Editor’s note: Roby Brock, with our content partner Talk Business, wrote this report. He can be reached at [email protected]

An agriculture economist with the Arkansas Farm Bureau predicted today that recent flooding may cost Arkansas farmers more than $500 million in crop damage.

Farm Bureau officials said that there are more than 1 million acres of Arkansas cropland underwater from the storms and flooding that occurred in April. Sixty-three of the state’s 75 counties have been declared disaster areas by Gov. Mike Beebe.

“We are seeing flood levels never seen before,” said Farm Bureau President Randy Veach, a cotton, rice and soybean farmer from Manila in Mississippi County. “The effect to our state’s commodity crops is staggering, and the entire impact can’t be adequately determined for several months.”

Veach noted the Farm Bureau’s estimate does not include costs to repair infrastructure, farm equipment, loss of grain in storage bins, and repairs to farmland, which could reach well into the tens of millions of dollars.

According to Farm Bureau statistics, agriculture accounts for nearly $16 billion in commerce to the Arkansas economy.

“We aren’t likely to see significant activity in these flooded areas until June 1, at the earliest,” said Warren Carter, director of commodity and regulatory affairs for Arkansas Farm Bureau. “There is an awful lot of water that still has to move through our river systems, and significant drying will have to occur before our farmers can begin the difficult work of reworking their ground."

Carter expects the loss in rice acreage to near 300,000 acres, resulting in a loss of $300 million in rice production.

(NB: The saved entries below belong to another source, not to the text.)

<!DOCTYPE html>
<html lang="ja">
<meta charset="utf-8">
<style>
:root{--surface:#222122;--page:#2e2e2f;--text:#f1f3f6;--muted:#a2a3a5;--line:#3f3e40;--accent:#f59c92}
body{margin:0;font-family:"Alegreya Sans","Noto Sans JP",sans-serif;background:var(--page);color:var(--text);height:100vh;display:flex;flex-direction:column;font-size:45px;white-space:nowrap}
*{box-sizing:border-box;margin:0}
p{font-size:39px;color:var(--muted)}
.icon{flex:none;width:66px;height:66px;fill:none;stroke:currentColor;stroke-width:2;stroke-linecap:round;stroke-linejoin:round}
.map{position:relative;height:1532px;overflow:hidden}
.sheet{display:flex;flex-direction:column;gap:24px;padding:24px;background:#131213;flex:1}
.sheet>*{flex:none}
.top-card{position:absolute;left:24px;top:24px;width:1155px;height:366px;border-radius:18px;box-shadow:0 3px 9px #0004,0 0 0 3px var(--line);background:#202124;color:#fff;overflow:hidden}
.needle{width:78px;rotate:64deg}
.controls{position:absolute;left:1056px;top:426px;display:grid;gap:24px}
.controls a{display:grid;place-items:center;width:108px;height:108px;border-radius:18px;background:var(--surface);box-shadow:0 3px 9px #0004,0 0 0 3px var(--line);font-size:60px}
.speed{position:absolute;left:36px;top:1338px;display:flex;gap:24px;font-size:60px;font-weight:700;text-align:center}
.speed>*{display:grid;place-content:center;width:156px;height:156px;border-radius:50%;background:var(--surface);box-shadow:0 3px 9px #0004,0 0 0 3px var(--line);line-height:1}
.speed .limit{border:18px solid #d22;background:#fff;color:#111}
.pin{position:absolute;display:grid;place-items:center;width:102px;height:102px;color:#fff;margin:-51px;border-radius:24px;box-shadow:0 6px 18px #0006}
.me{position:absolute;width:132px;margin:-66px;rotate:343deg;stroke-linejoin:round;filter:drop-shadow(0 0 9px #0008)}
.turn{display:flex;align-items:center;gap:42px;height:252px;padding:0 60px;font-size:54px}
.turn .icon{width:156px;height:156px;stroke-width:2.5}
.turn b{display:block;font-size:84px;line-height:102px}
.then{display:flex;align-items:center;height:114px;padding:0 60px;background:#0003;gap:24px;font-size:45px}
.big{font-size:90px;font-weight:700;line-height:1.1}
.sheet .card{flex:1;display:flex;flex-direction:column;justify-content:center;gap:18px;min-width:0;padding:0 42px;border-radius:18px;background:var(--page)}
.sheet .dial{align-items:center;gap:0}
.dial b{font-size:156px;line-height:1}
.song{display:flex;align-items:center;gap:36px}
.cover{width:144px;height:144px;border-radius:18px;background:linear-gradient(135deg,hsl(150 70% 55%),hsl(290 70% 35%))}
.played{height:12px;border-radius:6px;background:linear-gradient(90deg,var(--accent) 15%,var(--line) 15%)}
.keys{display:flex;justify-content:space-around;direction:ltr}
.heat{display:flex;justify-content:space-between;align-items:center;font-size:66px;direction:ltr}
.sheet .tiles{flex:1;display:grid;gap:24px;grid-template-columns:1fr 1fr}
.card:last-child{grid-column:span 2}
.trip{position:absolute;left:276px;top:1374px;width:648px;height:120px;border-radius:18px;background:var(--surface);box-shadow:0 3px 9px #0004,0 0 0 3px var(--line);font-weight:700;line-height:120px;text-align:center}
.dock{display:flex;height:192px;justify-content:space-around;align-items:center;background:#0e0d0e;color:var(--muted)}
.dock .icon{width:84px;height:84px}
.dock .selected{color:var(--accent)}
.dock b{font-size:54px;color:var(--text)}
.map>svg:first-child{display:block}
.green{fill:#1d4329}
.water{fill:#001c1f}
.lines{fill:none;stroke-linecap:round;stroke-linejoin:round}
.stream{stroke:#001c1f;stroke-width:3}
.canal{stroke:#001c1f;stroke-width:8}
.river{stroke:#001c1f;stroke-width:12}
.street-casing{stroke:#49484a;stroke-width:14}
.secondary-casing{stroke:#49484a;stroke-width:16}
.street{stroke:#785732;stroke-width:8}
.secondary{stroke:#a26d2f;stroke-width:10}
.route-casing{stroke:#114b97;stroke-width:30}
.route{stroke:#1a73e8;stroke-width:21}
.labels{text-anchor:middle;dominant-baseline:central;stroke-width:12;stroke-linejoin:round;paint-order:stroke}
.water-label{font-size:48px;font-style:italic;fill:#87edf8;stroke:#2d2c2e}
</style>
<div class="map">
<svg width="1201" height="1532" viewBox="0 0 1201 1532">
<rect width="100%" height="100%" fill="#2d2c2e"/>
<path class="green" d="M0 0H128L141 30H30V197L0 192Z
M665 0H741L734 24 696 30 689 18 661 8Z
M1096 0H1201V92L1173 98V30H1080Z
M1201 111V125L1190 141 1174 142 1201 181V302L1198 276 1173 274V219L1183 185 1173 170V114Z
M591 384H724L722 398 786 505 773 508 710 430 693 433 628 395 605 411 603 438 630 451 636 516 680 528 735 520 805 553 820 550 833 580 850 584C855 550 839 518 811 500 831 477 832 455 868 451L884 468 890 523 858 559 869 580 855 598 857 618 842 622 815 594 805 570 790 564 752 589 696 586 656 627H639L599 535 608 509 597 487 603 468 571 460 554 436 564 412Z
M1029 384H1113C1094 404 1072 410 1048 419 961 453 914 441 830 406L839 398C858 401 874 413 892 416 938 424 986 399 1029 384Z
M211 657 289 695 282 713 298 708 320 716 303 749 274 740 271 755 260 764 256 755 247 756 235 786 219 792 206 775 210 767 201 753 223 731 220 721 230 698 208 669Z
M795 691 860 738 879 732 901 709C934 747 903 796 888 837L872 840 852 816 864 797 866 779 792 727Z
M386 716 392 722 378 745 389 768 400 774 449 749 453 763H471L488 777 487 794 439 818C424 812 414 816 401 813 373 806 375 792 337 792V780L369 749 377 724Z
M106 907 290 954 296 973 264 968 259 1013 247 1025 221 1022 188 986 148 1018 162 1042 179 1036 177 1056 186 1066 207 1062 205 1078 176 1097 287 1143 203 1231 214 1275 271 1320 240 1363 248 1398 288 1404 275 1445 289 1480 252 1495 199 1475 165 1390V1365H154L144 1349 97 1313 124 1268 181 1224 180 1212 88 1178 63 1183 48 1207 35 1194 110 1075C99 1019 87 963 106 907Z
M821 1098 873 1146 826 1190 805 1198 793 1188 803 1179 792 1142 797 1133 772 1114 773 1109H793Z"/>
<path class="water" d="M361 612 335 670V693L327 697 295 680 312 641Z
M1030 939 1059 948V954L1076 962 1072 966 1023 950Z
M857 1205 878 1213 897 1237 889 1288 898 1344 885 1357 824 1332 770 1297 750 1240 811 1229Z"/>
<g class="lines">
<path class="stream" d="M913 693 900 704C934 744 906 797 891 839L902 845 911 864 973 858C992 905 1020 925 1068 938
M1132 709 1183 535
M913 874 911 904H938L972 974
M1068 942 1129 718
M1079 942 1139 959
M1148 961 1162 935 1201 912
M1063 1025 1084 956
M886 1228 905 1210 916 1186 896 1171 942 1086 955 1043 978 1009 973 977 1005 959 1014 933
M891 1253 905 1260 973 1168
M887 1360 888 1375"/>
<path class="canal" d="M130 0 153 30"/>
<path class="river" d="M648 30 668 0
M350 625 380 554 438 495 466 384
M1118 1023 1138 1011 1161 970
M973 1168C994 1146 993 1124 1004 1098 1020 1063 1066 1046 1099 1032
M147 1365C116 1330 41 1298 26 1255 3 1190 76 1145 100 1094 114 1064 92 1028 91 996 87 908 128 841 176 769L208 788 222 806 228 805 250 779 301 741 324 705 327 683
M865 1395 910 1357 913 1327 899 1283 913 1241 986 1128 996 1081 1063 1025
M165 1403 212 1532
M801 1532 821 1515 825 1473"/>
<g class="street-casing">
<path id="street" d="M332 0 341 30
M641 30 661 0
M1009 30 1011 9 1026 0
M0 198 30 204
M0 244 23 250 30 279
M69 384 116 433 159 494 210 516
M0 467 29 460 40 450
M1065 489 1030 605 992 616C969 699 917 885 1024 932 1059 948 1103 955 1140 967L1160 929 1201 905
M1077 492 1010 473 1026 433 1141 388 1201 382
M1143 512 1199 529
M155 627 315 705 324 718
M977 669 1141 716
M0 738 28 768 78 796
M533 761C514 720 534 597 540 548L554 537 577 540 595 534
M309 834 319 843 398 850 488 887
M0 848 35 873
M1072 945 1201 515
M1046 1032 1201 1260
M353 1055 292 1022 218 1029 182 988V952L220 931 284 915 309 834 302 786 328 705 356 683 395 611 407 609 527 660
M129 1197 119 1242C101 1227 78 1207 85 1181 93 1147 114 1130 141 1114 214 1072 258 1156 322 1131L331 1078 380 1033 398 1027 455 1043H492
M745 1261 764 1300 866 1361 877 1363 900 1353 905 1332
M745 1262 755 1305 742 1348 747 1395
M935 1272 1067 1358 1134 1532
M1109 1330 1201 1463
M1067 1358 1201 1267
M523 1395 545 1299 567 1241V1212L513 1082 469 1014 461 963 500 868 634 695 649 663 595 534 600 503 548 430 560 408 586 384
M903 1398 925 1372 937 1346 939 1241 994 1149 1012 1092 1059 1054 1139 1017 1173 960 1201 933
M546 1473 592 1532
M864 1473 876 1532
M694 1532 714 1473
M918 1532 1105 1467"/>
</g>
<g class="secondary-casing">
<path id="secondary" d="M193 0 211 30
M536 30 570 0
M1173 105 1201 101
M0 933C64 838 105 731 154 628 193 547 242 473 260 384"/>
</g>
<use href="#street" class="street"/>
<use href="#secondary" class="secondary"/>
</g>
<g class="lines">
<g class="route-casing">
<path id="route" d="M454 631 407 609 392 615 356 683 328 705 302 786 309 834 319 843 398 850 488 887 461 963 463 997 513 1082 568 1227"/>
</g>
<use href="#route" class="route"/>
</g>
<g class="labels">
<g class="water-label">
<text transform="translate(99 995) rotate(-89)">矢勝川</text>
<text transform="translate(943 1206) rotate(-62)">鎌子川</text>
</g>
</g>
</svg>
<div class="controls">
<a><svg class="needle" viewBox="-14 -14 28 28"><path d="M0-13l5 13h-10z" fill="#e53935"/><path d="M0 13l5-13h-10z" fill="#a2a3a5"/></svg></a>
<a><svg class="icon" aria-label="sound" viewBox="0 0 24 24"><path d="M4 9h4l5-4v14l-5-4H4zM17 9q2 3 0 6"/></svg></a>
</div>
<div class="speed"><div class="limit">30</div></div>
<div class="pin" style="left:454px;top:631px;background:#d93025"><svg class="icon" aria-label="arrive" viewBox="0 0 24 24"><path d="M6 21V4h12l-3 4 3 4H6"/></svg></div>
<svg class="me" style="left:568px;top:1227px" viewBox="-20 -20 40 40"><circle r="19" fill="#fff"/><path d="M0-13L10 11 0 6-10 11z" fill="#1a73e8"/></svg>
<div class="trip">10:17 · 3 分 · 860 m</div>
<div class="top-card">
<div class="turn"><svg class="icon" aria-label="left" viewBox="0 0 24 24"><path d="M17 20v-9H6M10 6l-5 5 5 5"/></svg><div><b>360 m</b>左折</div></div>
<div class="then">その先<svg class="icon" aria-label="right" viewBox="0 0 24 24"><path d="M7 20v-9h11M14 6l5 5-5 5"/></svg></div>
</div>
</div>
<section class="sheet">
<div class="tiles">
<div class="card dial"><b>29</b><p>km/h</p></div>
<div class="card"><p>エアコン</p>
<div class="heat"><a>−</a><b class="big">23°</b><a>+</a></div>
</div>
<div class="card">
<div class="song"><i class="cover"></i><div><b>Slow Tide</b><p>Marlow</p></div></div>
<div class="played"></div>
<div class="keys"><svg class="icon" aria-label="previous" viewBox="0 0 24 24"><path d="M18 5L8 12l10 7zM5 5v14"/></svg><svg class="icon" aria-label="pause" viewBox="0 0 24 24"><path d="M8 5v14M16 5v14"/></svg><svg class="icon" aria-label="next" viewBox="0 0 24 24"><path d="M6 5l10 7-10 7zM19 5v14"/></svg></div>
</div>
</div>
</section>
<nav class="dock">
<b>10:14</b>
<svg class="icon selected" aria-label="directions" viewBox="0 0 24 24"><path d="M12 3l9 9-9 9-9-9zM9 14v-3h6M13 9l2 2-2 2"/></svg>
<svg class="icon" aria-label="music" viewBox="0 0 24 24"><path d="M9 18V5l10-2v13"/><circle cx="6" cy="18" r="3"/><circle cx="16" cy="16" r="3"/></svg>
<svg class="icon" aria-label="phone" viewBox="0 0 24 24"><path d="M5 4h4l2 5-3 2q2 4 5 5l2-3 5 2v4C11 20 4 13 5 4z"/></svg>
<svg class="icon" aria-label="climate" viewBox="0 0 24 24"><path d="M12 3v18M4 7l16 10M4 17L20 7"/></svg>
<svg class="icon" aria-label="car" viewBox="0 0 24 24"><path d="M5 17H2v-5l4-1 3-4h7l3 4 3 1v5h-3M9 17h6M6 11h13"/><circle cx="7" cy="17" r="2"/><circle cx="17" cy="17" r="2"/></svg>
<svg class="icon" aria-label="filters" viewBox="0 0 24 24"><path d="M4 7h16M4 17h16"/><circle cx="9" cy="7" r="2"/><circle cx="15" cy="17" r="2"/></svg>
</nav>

Arkansas is the largest rice-producing state in the nation accounting for about half of the nation’s rice crop.

“Forty percent of the national rice crop likely won’t be planted this year,” Carter said, citing flooding issues in the bootheel area of Missouri and Louisiana, two other sizable rice-producing areas.

Carter also noted the impact to the winter wheat crop that is nearing harvest. Arkansas farmers had planted roughly 550,000 acres this year and the Farm Bureau estimates that 120,000 acres of that wheat will be abandoned due to the flooding, resulting in a loss of $40 million that won’t be replaced by other crops.

Other significant losses are forecast for cotton, with reduced yield losses projected at $66 million; plus another $35 million in added costs to get this year’s cotton crop in the ground, including fertilizer, fuel, herbicides, etc. Additionally, a loss of roughly $37 million is being projected in forage, hay and fencing. The Farm Bureau estimates roughly 6,000 miles of fencing will require repair or replacement.

“I know the resiliency of Arkansas farmers,” said Veach. “They are unnaturally optimistic. They accept risk that most people would not begin to deal with. And while I expect Arkansas agriculture to overcome this, the effects of this disaster will be felt for years to come.”